The retiring U.S. Supreme Court justice will return to her Western roots to preside over the 117th ride down Colorado Boulevard.

October 19, 2005|Patricia Ward Biederman | Times Staff Writer

As the newly announced grand marshal for the 2006 Rose Parade, retiring U.S. Supreme Court Associate Justice Sandra Day O'Connor has an odd act to follow.

This year's grand marshal was Mickey Mouse.

Without benefit of Mickey's oversized white gloves, O'Connor will wave to the crowds Jan. 2 as she rides along the parade route through Pasadena in an antique auto.

The selection of O'Connor, who attended the parade as a little girl, is a landmark of sorts for the Pasadena Tournament of Roses Assn.

O'Connor -- who in 1981 became the first woman named to the U. S. Supreme Court -- was the personal choice of Libby Evans Wright, a former healthcare executive and the first woman to serve as president of the Tournament of Roses in its 117-year history.

Wright announced her choice alongside O'Connor on Tuesday in Washington. The setting, aptly enough, was a rose garden -- not the White House Rose Garden, but one on the grounds of Evermay, a historic Washington home.

It was the first time Wright had met the associate justice, who in July announced her intention to retire as soon as her successor is confirmed.

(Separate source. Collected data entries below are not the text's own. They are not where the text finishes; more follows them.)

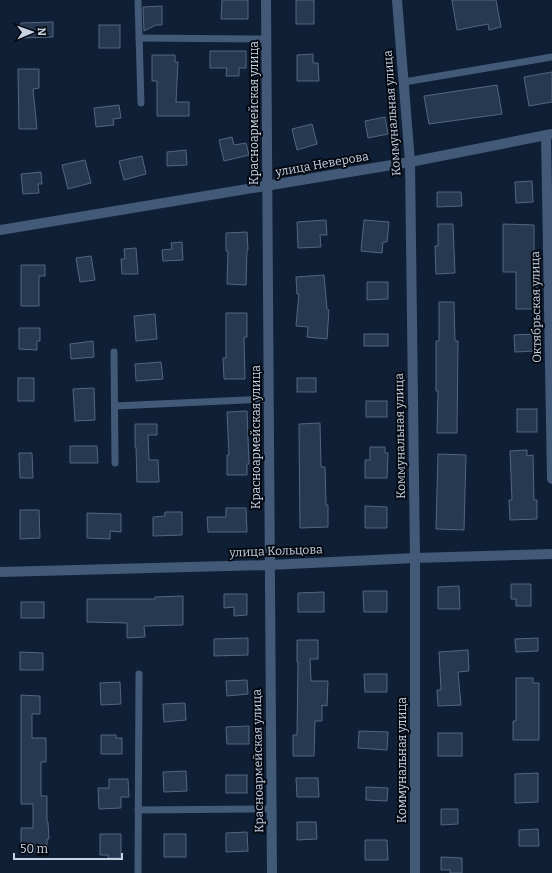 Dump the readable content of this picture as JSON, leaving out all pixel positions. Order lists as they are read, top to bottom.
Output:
{
  "streets": {
    "street": [
      "Красноармейская улица",
      "Коммунальная улица",
      "улица Неверова",
      "Октябрьская улица",
      "улица Кольцова"
    ]
  },
  "crossings": [
    ["Красноармейская улица", "улица Неверова"],
    ["Красноармейская улица", "улица Кольцова"],
    ["Коммунальная улица", "улица Неверова"],
    ["Коммунальная улица", "улица Кольцова"],
    ["улица Неверова", "Октябрьская улица"]
  ],
  "scale_bar": "50 m",
  "north": "right"
} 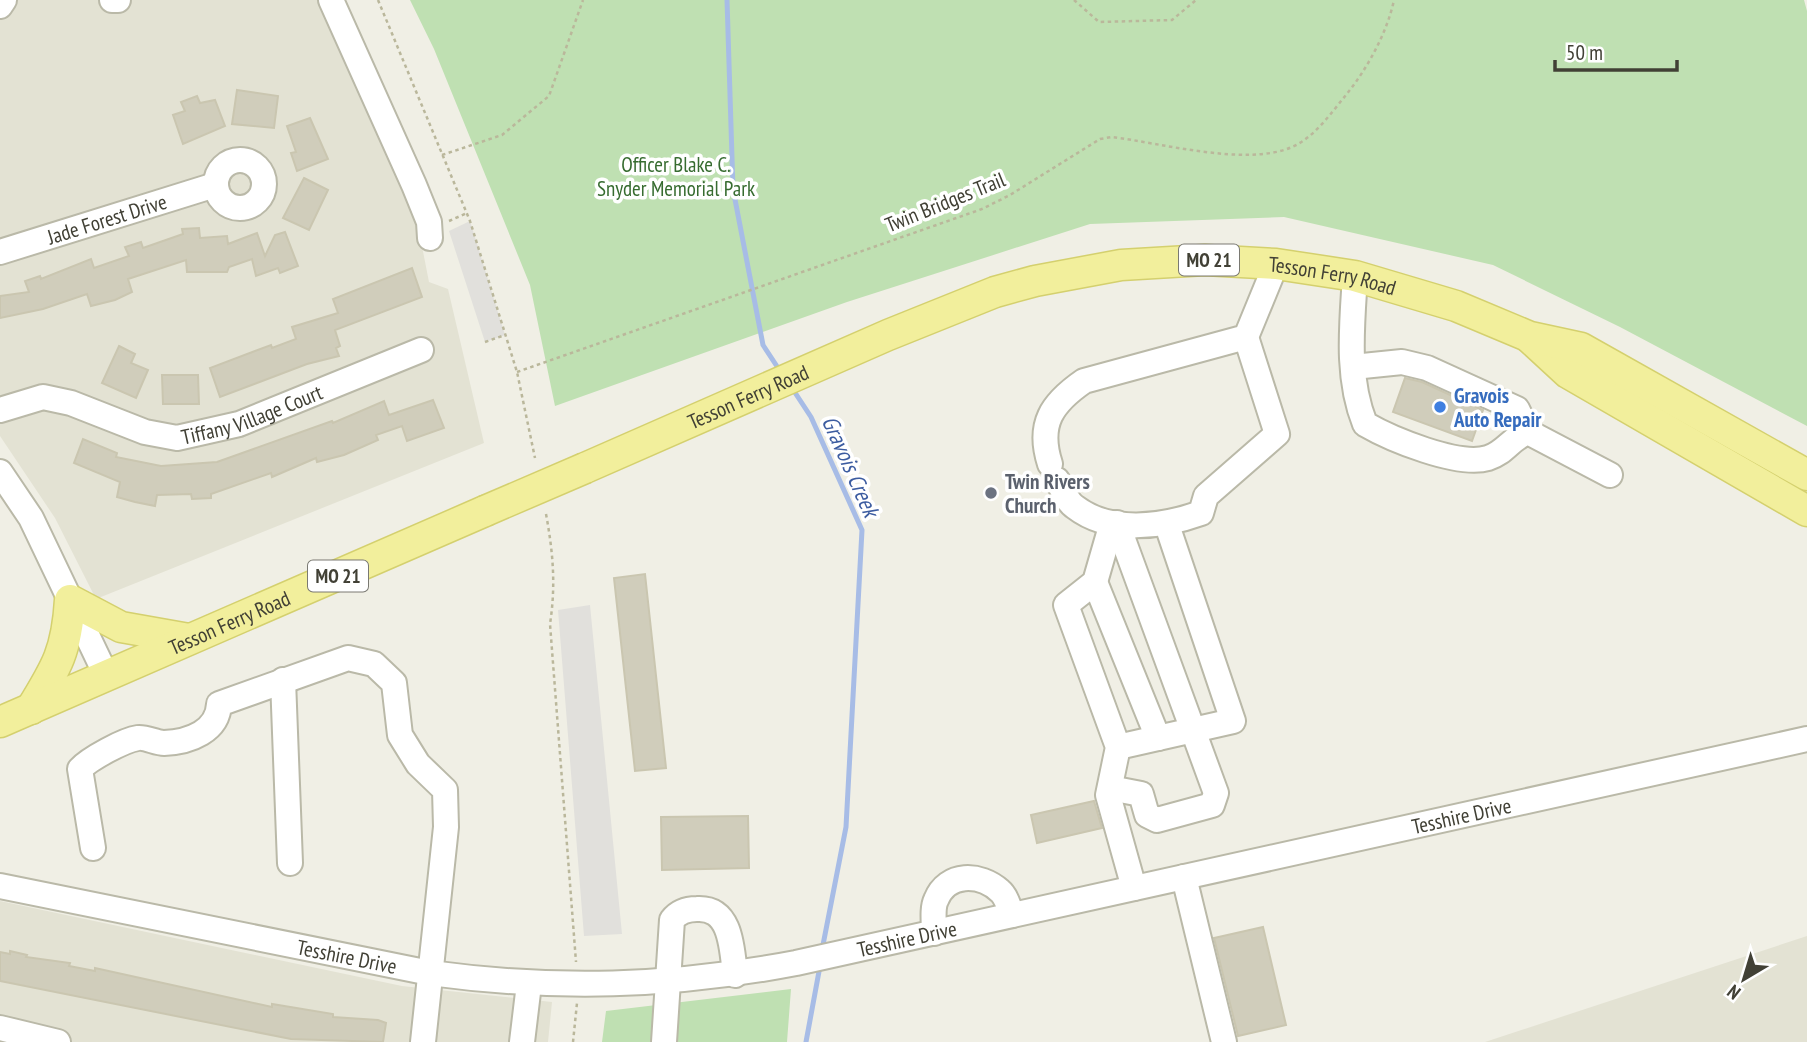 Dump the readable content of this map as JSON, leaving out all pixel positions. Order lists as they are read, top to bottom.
{
  "streets": {
    "main road": ["MO 21", "Tesson Ferry Road"],
    "street": ["Jade Forest Drive", "Tiffany Village Court", "Tesshire Drive"],
    "path": ["Twin Bridges Trail"]
  },
  "water": ["Gravois Creek"],
  "parks": ["Officer Blake C. Snyder Memorial Park"],
  "places": ["Gravois Auto Repair", "Twin Rivers Church"],
  "scale_bar": "50 m",
  "north": "bottom left"
}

"As president of the Tournament of Roses, I have the honor of selecting the theme for the parade and the individual I would like to join us as our grand marshal," said Wright in her official statement. "I chose 'It's Magical' as our theme because I believe it perfectly reflects the wonder and excitement people experience at the Rose Parade."

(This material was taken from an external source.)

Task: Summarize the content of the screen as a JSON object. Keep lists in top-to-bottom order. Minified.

As the organization's first female president, Wright said she was proud "to have the opportunity to show women there are opportunities to be first. Sandra Day O'Connor is a shining example of what intelligence and determination can bring."

In O'Connor's statement, the 75-year-old justice said: "I cannot think of a more exciting way to begin the next chapter of my life than by riding down Colorado Boulevard as Grand Marshal of the 2006 Tournament of Roses.

"When I was a little girl, my parents and I traveled several times to the Rose Parade all the way from our ranch in Arizona just to see the majestic floats. The experience was indeed magical and I have kept it with me."

Presiding over the parade is the grand marshal's only official duty, tournament staff said. O'Connor also will be invited to official tournament luncheons, dinners and parties in the week before the parade. And the marshal traditionally tosses the coin to start the Rose Bowl game.

Officials said they didn't know if O' Connor would do more than preside at the parade.

Wright said she was thrilled that O'Connor had accepted her invitation.

"I believe she's truly magical, in what she has accomplished as a person and what she has given to this country," Wright said. "Like many Americans, I have followed her career, and I have been impressed with her for many, many years in her role as the first woman Supreme Court justice."

Although the final decision was Wright's, she said she began the search for a grand marshal months ago, in collaboration with association staff and her husband, Bill Wright, a Pasadena neurosurgeon.

"We made a list and her name was on it," she said.

Wright said she and her colleagues tested the waters before offering the justice the honorary post: "We knew a very close friend of hers [Oklahoma Judge Robert Henry] who talked to her for us before we spoke to her directly."

O'Connor will follow in the footsteps of grand marshals who have included President Herbert Hoover, singer Kate Smith, soccer star Pele and humorist Erma Bombeck as well as Mickey Mouse.

During lunch Tuesday, O'Connor spoke warmly of her Western girlhood, growing up on a ranch and riding horses alongside her father and family, Wright said.

Wright said that she began her involvement with the Tournament of Roses more than 25 years ago. At first, she performed such nonexecutive tasks as directing traffic and standing at barricades as flower-bedecked floats glided by.

Those jobs were important too, she said: "It takes all levels to make it happen."

The Rose Parade now claims an audience of 1 million along its route and 50 million domestic television viewers.

Four former or future presidents of the United States have been grand marshals of the parade, starting with Hoover in 1945; Richard Nixon served in 1953 and 1960; Dwight Eisenhower presided in 1964; and Gerald Ford held the post in 1978.

O'Connor is not the first Supreme Court justice to serve. Earl Warren was grand marshal twice, in 1943 as governor of California and in 1955 after he became chief justice.

In the early years of the Rose Parade, the honor traditionally went to one of its founders or Pasadena insiders.

The marshal of the first Rose Parade in 1890 was Dr. Francis Rowland, a leader of Pasadena's Valley Hunt Club, which launched the event. He presided over five more processions down Colorado Boulevard, the last in 1916.

Dozens of movie stars have served as grand marshal, starting with "America's Sweetheart," Mary Pickford, in 1933.